Could you copy every record below exactly as it is written?

(Data section)

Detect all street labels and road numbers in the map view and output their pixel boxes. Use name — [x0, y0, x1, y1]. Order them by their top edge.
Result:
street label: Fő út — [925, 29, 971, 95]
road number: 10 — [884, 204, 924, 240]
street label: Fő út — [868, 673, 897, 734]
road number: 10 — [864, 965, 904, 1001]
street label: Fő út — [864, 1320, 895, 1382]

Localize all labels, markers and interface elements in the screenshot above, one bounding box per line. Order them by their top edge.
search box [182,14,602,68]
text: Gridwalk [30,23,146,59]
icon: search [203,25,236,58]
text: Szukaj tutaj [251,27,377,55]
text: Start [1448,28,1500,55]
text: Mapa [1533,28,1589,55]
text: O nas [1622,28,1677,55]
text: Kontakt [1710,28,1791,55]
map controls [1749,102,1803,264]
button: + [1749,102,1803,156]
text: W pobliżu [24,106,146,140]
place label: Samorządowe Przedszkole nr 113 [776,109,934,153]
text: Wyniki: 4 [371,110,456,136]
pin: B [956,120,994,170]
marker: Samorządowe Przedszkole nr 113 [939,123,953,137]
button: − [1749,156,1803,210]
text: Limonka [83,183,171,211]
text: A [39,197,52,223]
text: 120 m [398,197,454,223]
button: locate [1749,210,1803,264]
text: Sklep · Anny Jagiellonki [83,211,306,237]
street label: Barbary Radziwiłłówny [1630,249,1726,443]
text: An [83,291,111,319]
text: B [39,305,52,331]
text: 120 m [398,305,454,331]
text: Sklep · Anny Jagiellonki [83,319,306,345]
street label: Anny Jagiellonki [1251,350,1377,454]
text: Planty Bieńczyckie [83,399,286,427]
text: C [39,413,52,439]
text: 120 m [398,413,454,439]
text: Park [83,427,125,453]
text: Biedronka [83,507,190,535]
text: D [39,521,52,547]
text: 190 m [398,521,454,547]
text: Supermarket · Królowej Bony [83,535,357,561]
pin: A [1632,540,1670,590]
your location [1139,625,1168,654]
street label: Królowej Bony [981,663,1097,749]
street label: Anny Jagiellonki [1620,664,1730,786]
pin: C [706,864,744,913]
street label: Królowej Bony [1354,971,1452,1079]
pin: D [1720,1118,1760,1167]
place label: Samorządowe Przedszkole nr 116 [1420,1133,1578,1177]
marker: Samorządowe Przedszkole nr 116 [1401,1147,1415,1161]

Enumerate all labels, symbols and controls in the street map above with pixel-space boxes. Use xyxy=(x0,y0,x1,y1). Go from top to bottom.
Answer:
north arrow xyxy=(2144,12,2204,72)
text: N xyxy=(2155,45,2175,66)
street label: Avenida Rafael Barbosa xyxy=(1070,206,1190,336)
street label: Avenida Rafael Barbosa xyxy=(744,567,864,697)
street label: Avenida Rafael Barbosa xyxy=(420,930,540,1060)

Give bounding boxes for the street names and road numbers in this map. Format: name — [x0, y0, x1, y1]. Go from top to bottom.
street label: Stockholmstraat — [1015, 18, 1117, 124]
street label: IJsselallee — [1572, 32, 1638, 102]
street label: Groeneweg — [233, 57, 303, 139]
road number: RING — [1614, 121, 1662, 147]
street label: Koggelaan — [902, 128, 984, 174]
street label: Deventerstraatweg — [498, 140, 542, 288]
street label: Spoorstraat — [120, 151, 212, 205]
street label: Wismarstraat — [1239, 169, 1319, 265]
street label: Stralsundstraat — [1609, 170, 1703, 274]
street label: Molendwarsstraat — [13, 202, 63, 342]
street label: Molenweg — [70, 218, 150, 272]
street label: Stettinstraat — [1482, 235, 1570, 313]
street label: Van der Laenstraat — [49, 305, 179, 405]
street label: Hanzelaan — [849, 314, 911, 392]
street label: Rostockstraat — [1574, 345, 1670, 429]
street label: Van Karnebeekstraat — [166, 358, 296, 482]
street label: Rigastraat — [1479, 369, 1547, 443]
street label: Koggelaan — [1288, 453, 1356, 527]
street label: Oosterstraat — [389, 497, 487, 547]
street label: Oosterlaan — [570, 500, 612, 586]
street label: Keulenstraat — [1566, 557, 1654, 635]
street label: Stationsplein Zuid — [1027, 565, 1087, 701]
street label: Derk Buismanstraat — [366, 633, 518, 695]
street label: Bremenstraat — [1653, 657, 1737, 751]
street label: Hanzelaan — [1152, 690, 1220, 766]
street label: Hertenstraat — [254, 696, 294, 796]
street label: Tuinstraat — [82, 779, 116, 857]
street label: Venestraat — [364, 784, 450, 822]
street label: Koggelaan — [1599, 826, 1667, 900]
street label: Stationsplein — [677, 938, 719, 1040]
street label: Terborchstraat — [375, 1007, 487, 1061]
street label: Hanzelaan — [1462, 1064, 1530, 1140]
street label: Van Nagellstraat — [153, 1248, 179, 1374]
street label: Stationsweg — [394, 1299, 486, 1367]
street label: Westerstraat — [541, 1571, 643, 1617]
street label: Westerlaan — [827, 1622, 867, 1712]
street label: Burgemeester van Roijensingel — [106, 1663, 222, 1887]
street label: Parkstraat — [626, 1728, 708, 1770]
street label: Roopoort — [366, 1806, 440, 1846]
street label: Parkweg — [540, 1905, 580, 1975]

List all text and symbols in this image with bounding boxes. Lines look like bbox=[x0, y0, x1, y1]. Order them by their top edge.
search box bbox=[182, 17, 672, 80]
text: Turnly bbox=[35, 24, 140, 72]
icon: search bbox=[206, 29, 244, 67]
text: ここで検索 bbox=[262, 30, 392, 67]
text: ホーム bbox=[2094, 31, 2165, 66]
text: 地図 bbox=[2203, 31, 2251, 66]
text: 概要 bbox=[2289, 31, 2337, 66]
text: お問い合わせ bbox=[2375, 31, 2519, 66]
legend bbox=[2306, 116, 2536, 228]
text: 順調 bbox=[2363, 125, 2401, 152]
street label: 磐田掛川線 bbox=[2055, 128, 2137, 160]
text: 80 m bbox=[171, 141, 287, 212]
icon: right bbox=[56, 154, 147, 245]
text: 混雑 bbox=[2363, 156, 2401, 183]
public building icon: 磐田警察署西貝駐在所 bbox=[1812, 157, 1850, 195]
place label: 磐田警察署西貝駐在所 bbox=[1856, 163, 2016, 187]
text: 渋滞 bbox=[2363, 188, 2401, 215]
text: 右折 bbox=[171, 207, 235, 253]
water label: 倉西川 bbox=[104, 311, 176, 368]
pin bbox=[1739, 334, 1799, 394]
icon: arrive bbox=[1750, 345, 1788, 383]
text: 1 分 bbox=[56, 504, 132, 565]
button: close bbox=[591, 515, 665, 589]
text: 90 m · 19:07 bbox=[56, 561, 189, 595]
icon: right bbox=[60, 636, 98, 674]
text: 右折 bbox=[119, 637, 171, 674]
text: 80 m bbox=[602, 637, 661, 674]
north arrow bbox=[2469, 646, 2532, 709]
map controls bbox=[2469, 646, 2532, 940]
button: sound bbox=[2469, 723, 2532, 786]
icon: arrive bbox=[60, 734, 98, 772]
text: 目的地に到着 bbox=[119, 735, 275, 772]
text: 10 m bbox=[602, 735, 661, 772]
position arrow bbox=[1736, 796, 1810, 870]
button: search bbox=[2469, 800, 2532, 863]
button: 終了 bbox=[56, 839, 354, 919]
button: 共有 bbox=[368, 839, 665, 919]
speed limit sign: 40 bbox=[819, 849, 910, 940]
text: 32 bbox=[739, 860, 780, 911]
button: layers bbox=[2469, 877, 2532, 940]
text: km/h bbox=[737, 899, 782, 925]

(End Data section)

▸ Exercise solution:
Detect all street labels and road numbers in the map view and output their pixel boxes. Use name — [x0, y0, x1, y1]. Order them by their top edge.
Result:
street label: Fő út — [925, 29, 971, 95]
road number: 10 — [884, 204, 924, 240]
street label: Fő út — [868, 673, 897, 734]
road number: 10 — [864, 965, 904, 1001]
street label: Fő út — [864, 1320, 895, 1382]

Localize all labels, markers and interface elements in the screenshot above, one bounding box per line. Order them by their top edge.
search box [182,14,602,68]
text: Gridwalk [30,23,146,59]
icon: search [203,25,236,58]
text: Szukaj tutaj [251,27,377,55]
text: Start [1448,28,1500,55]
text: Mapa [1533,28,1589,55]
text: O nas [1622,28,1677,55]
text: Kontakt [1710,28,1791,55]
map controls [1749,102,1803,264]
button: + [1749,102,1803,156]
text: W pobliżu [24,106,146,140]
place label: Samorządowe Przedszkole nr 113 [776,109,934,153]
text: Wyniki: 4 [371,110,456,136]
pin: B [956,120,994,170]
marker: Samorządowe Przedszkole nr 113 [939,123,953,137]
button: − [1749,156,1803,210]
text: Limonka [83,183,171,211]
text: A [39,197,52,223]
text: 120 m [398,197,454,223]
button: locate [1749,210,1803,264]
text: Sklep · Anny Jagiellonki [83,211,306,237]
street label: Barbary Radziwiłłówny [1630,249,1726,443]
text: An [83,291,111,319]
text: B [39,305,52,331]
text: 120 m [398,305,454,331]
text: Sklep · Anny Jagiellonki [83,319,306,345]
street label: Anny Jagiellonki [1251,350,1377,454]
text: Planty Bieńczyckie [83,399,286,427]
text: C [39,413,52,439]
text: 120 m [398,413,454,439]
text: Park [83,427,125,453]
text: Biedronka [83,507,190,535]
text: D [39,521,52,547]
text: 190 m [398,521,454,547]
text: Supermarket · Królowej Bony [83,535,357,561]
pin: A [1632,540,1670,590]
your location [1139,625,1168,654]
street label: Królowej Bony [981,663,1097,749]
street label: Anny Jagiellonki [1620,664,1730,786]
pin: C [706,864,744,913]
street label: Królowej Bony [1354,971,1452,1079]
pin: D [1720,1118,1760,1167]
place label: Samorządowe Przedszkole nr 116 [1420,1133,1578,1177]
marker: Samorządowe Przedszkole nr 116 [1401,1147,1415,1161]

Enumerate all labels, symbols and controls in the street map above with pixel-space boxes. Use xyxy=(x0,y0,x1,y1). Go from top to bottom.
Answer:
north arrow xyxy=(2144,12,2204,72)
text: N xyxy=(2155,45,2175,66)
street label: Avenida Rafael Barbosa xyxy=(1070,206,1190,336)
street label: Avenida Rafael Barbosa xyxy=(744,567,864,697)
street label: Avenida Rafael Barbosa xyxy=(420,930,540,1060)

Give bounding boxes for the street names and road numbers in this map. Format: name — [x0, y0, x1, y1]. Go from top to bottom.
street label: Stockholmstraat — [1015, 18, 1117, 124]
street label: IJsselallee — [1572, 32, 1638, 102]
street label: Groeneweg — [233, 57, 303, 139]
road number: RING — [1614, 121, 1662, 147]
street label: Koggelaan — [902, 128, 984, 174]
street label: Deventerstraatweg — [498, 140, 542, 288]
street label: Spoorstraat — [120, 151, 212, 205]
street label: Wismarstraat — [1239, 169, 1319, 265]
street label: Stralsundstraat — [1609, 170, 1703, 274]
street label: Molendwarsstraat — [13, 202, 63, 342]
street label: Molenweg — [70, 218, 150, 272]
street label: Stettinstraat — [1482, 235, 1570, 313]
street label: Van der Laenstraat — [49, 305, 179, 405]
street label: Hanzelaan — [849, 314, 911, 392]
street label: Rostockstraat — [1574, 345, 1670, 429]
street label: Van Karnebeekstraat — [166, 358, 296, 482]
street label: Rigastraat — [1479, 369, 1547, 443]
street label: Koggelaan — [1288, 453, 1356, 527]
street label: Oosterstraat — [389, 497, 487, 547]
street label: Oosterlaan — [570, 500, 612, 586]
street label: Keulenstraat — [1566, 557, 1654, 635]
street label: Stationsplein Zuid — [1027, 565, 1087, 701]
street label: Derk Buismanstraat — [366, 633, 518, 695]
street label: Bremenstraat — [1653, 657, 1737, 751]
street label: Hanzelaan — [1152, 690, 1220, 766]
street label: Hertenstraat — [254, 696, 294, 796]
street label: Tuinstraat — [82, 779, 116, 857]
street label: Venestraat — [364, 784, 450, 822]
street label: Koggelaan — [1599, 826, 1667, 900]
street label: Stationsplein — [677, 938, 719, 1040]
street label: Terborchstraat — [375, 1007, 487, 1061]
street label: Hanzelaan — [1462, 1064, 1530, 1140]
street label: Van Nagellstraat — [153, 1248, 179, 1374]
street label: Stationsweg — [394, 1299, 486, 1367]
street label: Westerstraat — [541, 1571, 643, 1617]
street label: Westerlaan — [827, 1622, 867, 1712]
street label: Burgemeester van Roijensingel — [106, 1663, 222, 1887]
street label: Parkstraat — [626, 1728, 708, 1770]
street label: Roopoort — [366, 1806, 440, 1846]
street label: Parkweg — [540, 1905, 580, 1975]

List all text and symbols in this image with bounding boxes. Lines look like bbox=[x0, y0, x1, y1]. Order them by their top edge.
search box bbox=[182, 17, 672, 80]
text: Turnly bbox=[35, 24, 140, 72]
icon: search bbox=[206, 29, 244, 67]
text: ここで検索 bbox=[262, 30, 392, 67]
text: ホーム bbox=[2094, 31, 2165, 66]
text: 地図 bbox=[2203, 31, 2251, 66]
text: 概要 bbox=[2289, 31, 2337, 66]
text: お問い合わせ bbox=[2375, 31, 2519, 66]
legend bbox=[2306, 116, 2536, 228]
text: 順調 bbox=[2363, 125, 2401, 152]
street label: 磐田掛川線 bbox=[2055, 128, 2137, 160]
text: 80 m bbox=[171, 141, 287, 212]
icon: right bbox=[56, 154, 147, 245]
text: 混雑 bbox=[2363, 156, 2401, 183]
public building icon: 磐田警察署西貝駐在所 bbox=[1812, 157, 1850, 195]
place label: 磐田警察署西貝駐在所 bbox=[1856, 163, 2016, 187]
text: 渋滞 bbox=[2363, 188, 2401, 215]
text: 右折 bbox=[171, 207, 235, 253]
water label: 倉西川 bbox=[104, 311, 176, 368]
pin bbox=[1739, 334, 1799, 394]
icon: arrive bbox=[1750, 345, 1788, 383]
text: 1 分 bbox=[56, 504, 132, 565]
button: close bbox=[591, 515, 665, 589]
text: 90 m · 19:07 bbox=[56, 561, 189, 595]
icon: right bbox=[60, 636, 98, 674]
text: 右折 bbox=[119, 637, 171, 674]
text: 80 m bbox=[602, 637, 661, 674]
north arrow bbox=[2469, 646, 2532, 709]
map controls bbox=[2469, 646, 2532, 940]
button: sound bbox=[2469, 723, 2532, 786]
icon: arrive bbox=[60, 734, 98, 772]
text: 目的地に到着 bbox=[119, 735, 275, 772]
text: 10 m bbox=[602, 735, 661, 772]
position arrow bbox=[1736, 796, 1810, 870]
button: search bbox=[2469, 800, 2532, 863]
button: 終了 bbox=[56, 839, 354, 919]
button: 共有 bbox=[368, 839, 665, 919]
speed limit sign: 40 bbox=[819, 849, 910, 940]
text: 32 bbox=[739, 860, 780, 911]
button: layers bbox=[2469, 877, 2532, 940]
text: km/h bbox=[737, 899, 782, 925]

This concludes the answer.